Nasce uma Estrela (2018) - Crítica
Quarta versão da história, dessa vez dirigida pelo estreante Cooper, a tragédia de Ally e Jack se introduz com a mesma ascensão meteórica que é o estrelato de vários artistas que surgem no meio musical. Em menos de trinta minutos, ambos já se conhecem e engrenam uma relação direta e apaixonada, tão célere quanto uma mera canção. Pressa? Não, mas a consciência de seu conteúdo.

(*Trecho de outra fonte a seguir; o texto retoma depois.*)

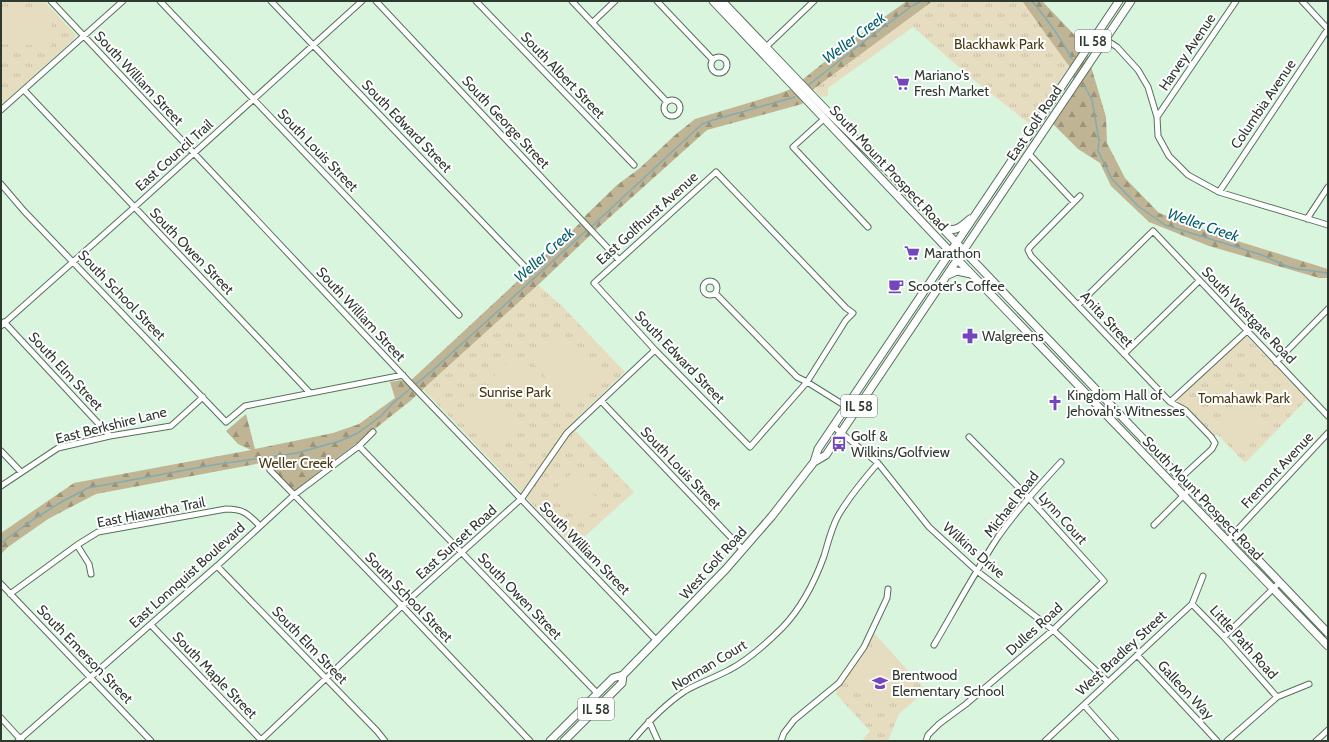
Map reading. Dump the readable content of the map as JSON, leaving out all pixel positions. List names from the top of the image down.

A Star is Born, no original, não é uma trama sobre romance, muito menos um musical, e sim uma história de duas pessoas interligadas pela música e o amor, numa mistura de Alabama Monroe com Apenas Uma Vez.
Já consolidado no cenário, sempre em turnês, reconhecido e paparicado por onde vai, Jack fica fascinado quando, em busca de uma bebedeira, se depara com Ally em um show de Drag Queens no primeiro bar que vê em sua andança desvairada. O talento magnético e descomunal, escondido para um público remoto e notoriamente cativo, devido ao teor do contexto, em uma viela escura e pouco chamativa de uma metrópole qualquer, atrai. Não é, portanto, um sentimento oportunista, mas tão honesto quanto ele jamais se sentiu em sabe-se lá quantos anos.

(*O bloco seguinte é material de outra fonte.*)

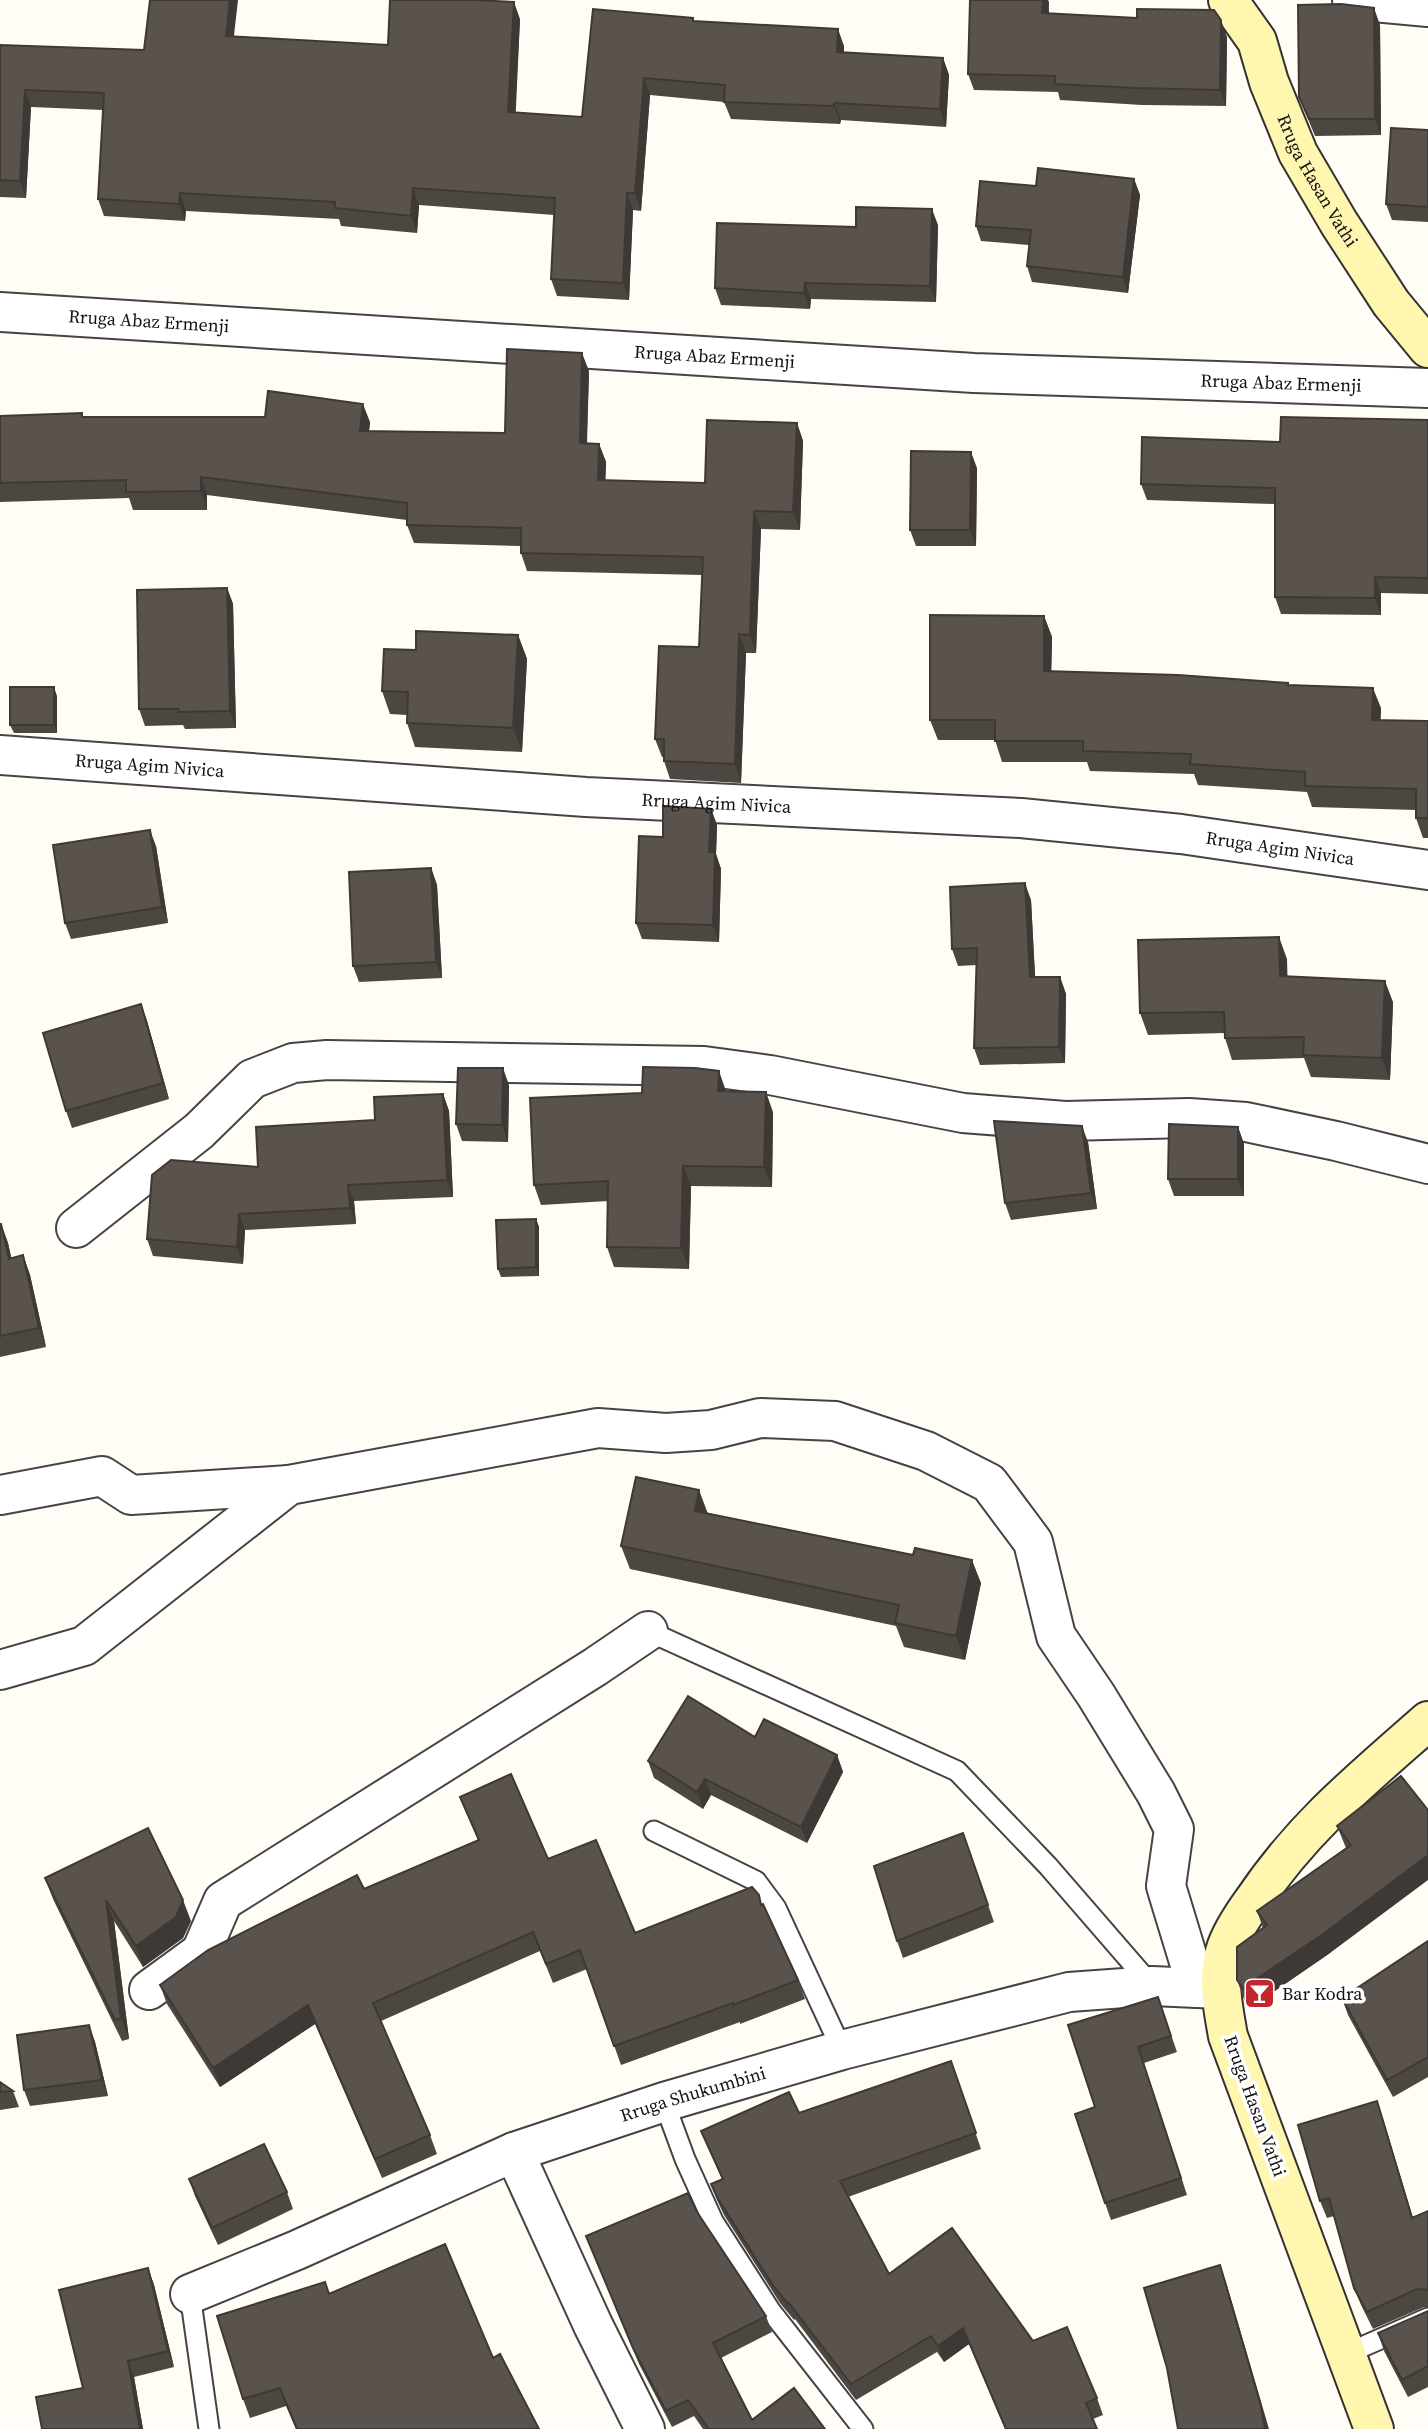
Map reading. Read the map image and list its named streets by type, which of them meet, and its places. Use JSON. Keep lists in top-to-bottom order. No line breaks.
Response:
{"streets":{"street":["Rruga Hasan Vathi","Rruga Abaz Ermenji","Rruga Agim Nivica","Rruga Shukumbini"]},"crossings":[["Rruga Hasan Vathi","Rruga Shukumbini"]],"places":{"bar":["Bar Kodra"]}}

Preso numa rotina autodestrutiva, Ally surge como um escapismo que a carreira de rockstar não mais lhe oferece - sendo esta, muito mais, um cárcere lucrativo que o acorrenta a uma idealização celebrizada. Como Gaga observa enquanto os dois trocam intimidade num estacionamento deserto, ele tem de lidar com gente que não o trata como a pessoa que é, que o abordam sem discrição e tiram fotos como fosse um objeto em exposição.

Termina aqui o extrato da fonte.